Jakarta (ANTARA) - Kementerian Kesehatan (Kemenkes) menyatakan bahwa angka prevalensi Indonesia yang pada saat ini masih berada di 21,6 persen bisa ditekan dengan melakukan efektivitas anggaran untuk intervensi di lapangan.

“Fakta bahwa memberikan makanan tambahan dalam bentuk biskuit atau susu kotak tidak memberikan efek yang signifikan dalam menangani stunting,” kata Wakil Menteri Kesehatan Dante Saksono Harbuwono dalam FMB9: Langkah Penting Turunkan Stunting yang diikuti secara daring di Jakarta, Senin.

Menanggapi tercapai atau tidaknya angka prevalensi stunting menjadi 14 persen pada tahun 2024 mendatang, Dante mengatakan dalam rangka menyambut Hari Keluarga Nasional ke-30, jajarannya melakukan optimalisasi intervensi spesifik.

Salah satunya adalah dengan mengalihkan anggaran pembelian susu dan biskuit menjadi anggarannya untuk membeli produk makanan protein hewani. Dia menekankan bahwa masalah stunting bukanlah masalah sederhana yang dapat diselesaikan dengan pendekatan tunggal.

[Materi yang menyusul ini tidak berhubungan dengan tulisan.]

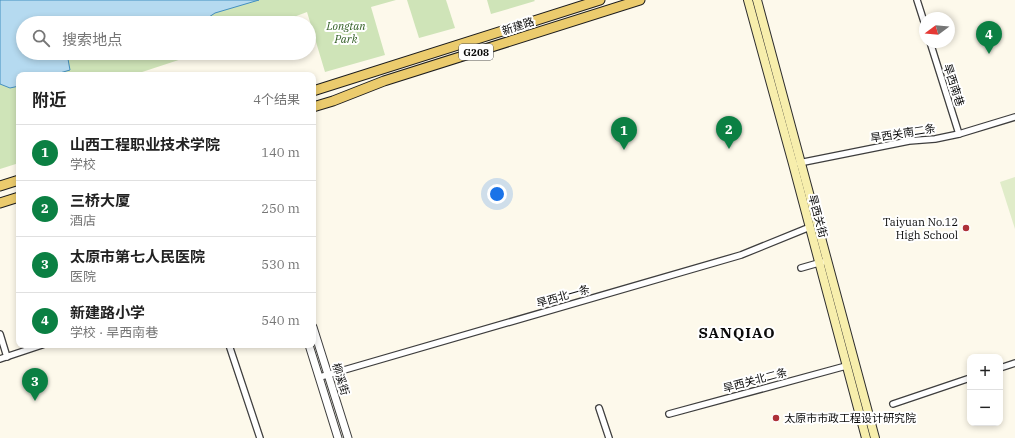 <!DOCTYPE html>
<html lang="zh">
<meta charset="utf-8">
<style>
:root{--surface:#fff;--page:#f2f2f2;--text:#222;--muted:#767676;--line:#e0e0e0;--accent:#0b8043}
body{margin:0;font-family:"IBM Plex Serif","Noto Sans SC",serif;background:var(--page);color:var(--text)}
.controls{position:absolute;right:12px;bottom:12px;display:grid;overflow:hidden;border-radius:8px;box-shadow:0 2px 6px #0003}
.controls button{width:36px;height:36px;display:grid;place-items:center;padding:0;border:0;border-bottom:1px solid var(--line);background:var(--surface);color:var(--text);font:20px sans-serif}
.compass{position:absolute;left:919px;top:12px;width:36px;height:36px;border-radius:50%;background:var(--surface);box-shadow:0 2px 6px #0003;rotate:254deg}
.you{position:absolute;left:497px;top:194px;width:14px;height:14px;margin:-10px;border:3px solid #fff;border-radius:50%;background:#1a73e8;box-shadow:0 0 0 6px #1a73e833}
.badge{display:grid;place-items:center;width:26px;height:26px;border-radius:50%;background:var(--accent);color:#fff;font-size:13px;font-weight:700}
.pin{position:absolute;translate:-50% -33px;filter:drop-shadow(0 1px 2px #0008)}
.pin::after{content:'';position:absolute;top:21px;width:14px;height:12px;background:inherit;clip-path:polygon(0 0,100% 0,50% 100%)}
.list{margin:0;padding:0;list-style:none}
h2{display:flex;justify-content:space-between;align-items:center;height:52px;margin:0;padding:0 16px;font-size:17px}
h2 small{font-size:13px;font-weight:400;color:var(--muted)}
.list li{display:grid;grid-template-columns:26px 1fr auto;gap:12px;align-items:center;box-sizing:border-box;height:56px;padding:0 16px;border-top:1px solid var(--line)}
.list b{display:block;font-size:15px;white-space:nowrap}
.list p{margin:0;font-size:13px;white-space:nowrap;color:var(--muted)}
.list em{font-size:13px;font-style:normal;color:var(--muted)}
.icon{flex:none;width:22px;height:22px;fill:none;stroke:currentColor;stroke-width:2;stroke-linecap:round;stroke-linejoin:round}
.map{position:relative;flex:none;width:1015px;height:438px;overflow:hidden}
.search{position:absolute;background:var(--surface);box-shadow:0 2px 6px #0003;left:16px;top:16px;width:300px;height:44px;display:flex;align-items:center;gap:10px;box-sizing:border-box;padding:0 14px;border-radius:22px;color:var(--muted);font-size:15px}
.panel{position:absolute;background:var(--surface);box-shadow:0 2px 6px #0003;left:16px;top:72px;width:300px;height:276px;border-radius:8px}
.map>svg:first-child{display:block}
.green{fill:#cfe4b8}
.pitch{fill:#e0ecc9}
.water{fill:#b5daf0;stroke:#438fbf}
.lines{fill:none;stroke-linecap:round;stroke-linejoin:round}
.minor-casing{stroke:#3e3e3e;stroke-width:8}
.tertiary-casing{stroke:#3e3e3e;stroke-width:9}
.secondary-casing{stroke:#2d2d2d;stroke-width:10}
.primary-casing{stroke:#1c1c1c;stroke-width:11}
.minor{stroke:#fff;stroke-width:5.5}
.tertiary{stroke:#fff;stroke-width:7}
.secondary{stroke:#f7eeac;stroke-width:8}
.primary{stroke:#ebcb6d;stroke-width:9}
.poi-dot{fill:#ad3138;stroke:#fff;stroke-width:1.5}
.labels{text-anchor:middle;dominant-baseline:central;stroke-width:4;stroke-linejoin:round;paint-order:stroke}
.shield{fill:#fff;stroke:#545454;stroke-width:1}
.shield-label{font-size:10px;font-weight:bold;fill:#0b0b0b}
.park-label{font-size:11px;font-style:italic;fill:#2f5c22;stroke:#fff}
.street-label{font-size:11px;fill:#0b0b0b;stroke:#fff}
.poi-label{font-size:11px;fill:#0b0b0b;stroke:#fff;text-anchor:end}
.district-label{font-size:15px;font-weight:bold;letter-spacing:1px;fill:#0b0b0b;stroke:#fff}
</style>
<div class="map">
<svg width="1015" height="438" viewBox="0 0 1015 438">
<rect width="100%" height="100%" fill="#fdf9eb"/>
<!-- green -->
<g class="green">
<polygon points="0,0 396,0 371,7 385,55 325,72 307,12 278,23 23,23 23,53 200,53 136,74 136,75 19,75 19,163 0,169"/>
<polygon points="407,0 446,0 455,28 419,38"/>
<polygon points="487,0 534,0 535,1 491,14"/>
</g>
<!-- pitch -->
<polygon class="pitch" points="1015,177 1015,229 1000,182"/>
<!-- water -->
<polygon class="water" points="0,0 259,0 215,13 200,23 191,23 180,20 171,21 170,23 23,23 23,53 69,53 68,59 70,70 53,75 19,75 19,86 10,88 0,84"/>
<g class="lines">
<defs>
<g id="minor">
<polyline points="917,0 925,25"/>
<polyline points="930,42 959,134"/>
<polyline points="799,163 909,141 935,139 959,134 1015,117"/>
<polyline points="801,268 822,262"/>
<polyline points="0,334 7,357"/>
<polyline points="229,345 260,438"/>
<polyline points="0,359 42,345"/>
<polyline points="1000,368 1015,363"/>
<polyline points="320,377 741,255 810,227"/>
<polyline points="893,404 970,378"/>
<polyline points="599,408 609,438"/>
<polyline points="669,414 846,366"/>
</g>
<g id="tertiary">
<polyline points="313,327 348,438"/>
<polyline points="309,345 338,438"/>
</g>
<g id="secondary">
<polyline points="748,0 793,164 866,438"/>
<polyline points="757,0 875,438"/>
</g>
<g id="primary">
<polyline points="313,91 600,0"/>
<polyline points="313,107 333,101 384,81 640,0"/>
<polyline points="0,186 19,180"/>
<polyline points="0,203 19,197"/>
</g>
</defs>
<!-- minor casing -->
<use href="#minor" class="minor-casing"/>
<!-- tertiary casing -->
<use href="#tertiary" class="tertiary-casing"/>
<!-- secondary casing -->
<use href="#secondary" class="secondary-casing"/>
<!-- primary casing -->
<use href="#primary" class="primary-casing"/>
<!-- minor -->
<use href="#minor" class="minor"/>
<!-- tertiary -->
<use href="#tertiary" class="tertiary"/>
<!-- secondary -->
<use href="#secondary" class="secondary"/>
<!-- primary -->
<use href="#primary" class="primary"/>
</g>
<!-- markers -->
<g class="poi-dot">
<circle cx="966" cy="228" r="4"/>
<circle cx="776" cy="418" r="4"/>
</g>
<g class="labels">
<!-- shield labels -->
<rect class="shield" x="459" y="44" width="34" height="16" rx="3"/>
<g class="shield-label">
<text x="476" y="52">G208</text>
</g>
<!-- park labels -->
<g class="park-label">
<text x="346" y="26">Longtan<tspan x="346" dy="13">Park</tspan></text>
</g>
<!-- street labels -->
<g class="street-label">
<text transform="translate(518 26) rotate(-18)">新建路</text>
<text transform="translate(954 85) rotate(72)">旱西南巷</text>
<text transform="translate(903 133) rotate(-9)">旱西关南二条</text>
<text transform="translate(818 216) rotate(75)">旱西关街</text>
<text transform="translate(563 296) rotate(-16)">旱西北一条</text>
<text transform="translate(341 379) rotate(73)">柳溪街</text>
<text transform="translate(755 380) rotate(-15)">旱西关北二条</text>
</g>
<!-- poi labels -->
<g class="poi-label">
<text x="958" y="222">Taiyuan No.12<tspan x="958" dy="13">High School</tspan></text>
<text x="784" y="418" text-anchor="start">太原市市政工程设计研究院</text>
</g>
<!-- district labels -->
<g class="district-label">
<text x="737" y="332">SANQIAO</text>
</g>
</g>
</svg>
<div class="controls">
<button>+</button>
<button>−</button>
</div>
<svg class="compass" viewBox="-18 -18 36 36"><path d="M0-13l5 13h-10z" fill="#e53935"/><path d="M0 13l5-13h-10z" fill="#767676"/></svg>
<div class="you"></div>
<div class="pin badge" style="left:624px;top:150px">1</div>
<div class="pin badge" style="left:729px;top:149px">2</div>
<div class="pin badge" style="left:35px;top:401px">3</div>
<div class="pin badge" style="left:989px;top:54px">4</div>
<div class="search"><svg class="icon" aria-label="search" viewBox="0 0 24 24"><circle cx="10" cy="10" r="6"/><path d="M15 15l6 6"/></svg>搜索地点</div>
<section class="panel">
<h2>附近<small>4个结果</small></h2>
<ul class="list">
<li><span class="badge">1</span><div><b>山西工程职业技术学院</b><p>学校</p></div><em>140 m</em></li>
<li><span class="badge">2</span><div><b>三桥大厦</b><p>酒店</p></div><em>250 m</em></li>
<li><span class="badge">3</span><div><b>太原市第七人民医院</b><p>医院</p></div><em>530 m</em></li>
<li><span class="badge">4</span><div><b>新建路小学</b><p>学校 · 旱西南巷</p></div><em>540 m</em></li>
</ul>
</section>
</div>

Selama perjalanannya, pengubahan anggaran itu dipastikan akan semakin efektif dengan digencarkannya intervensi sensitif yang berkaitan dengan faktor-faktor keadaan setempat seperti kemiskinan hingga budaya masyarakat setempat.
 

Mendukung kebijakan itu, Wali Kota Surabaya Eri Cahyadi menambahkan bila Anggaran Pendapatan dan Belanja Daerah (APBD) di Kota Surabaya 50,3 persen sudah dialokasikan untuk kepentingan perkembangan dan pertumbuhan anak-anak.

Termasuk di dalamnya adalah anggaran untuk program penanggulangan stunting. Menurutnya penggunaan anggaran yang terarah dan terukur juga tercermin dalam kebijakan Kota Surabaya Dana yang dialokasikan untuk penanggulangan stunting pun, telah tercantum dalam rekening yang tidak dapat diubah atau digunakan untuk kegiatan lainnya.

Dengan demikian, dapat dipastikan bila setiap dana yang dialokasikan benar-benar digunakan untuk upaya pencegahan dan penanggulangan stunting, tanpa ada penyalahgunaan atau pengalihan kegiatan yang tidak relevan.

“Jadi kalau anggaran kita waktu itu misalnya di tahun 2022 sekitar Rp10 triliun, berarti Rp5 triliun untuk anak. Jadi contohnya jika di sub-anggarannya kegiatan untuk stunting, tidak bisa digunakan untuk kegiatan lainnya,” ujarnya.

Baca juga: Putra daerah menjadi prioritas PPDS-Subspesialis dan KKLP
Baca juga: Tingkatkan kewaspadaan penyakit menular jelang Idul Adha

Selanjutnya Deputi Bidang Advokasi, Penggerakan, dan Informasi BKKBN Sukaryo Tegus Santoso, ikut mengingatkan bahwa upaya menekan angka stunting hingga mencapai target 14 persen pada 2024 bukanlah tugas yang mudah.

Terlebih, masih ada berbagai tantangan yang perlu diatasi secara bersama-sama. Maka dari itu, penanganan stunting harus menjadi tanggung jawab semua pihak terkait dan perlu dientaskan melalui langkah-langkah yang efektif dan akurat sesuai dengan target sasarannya.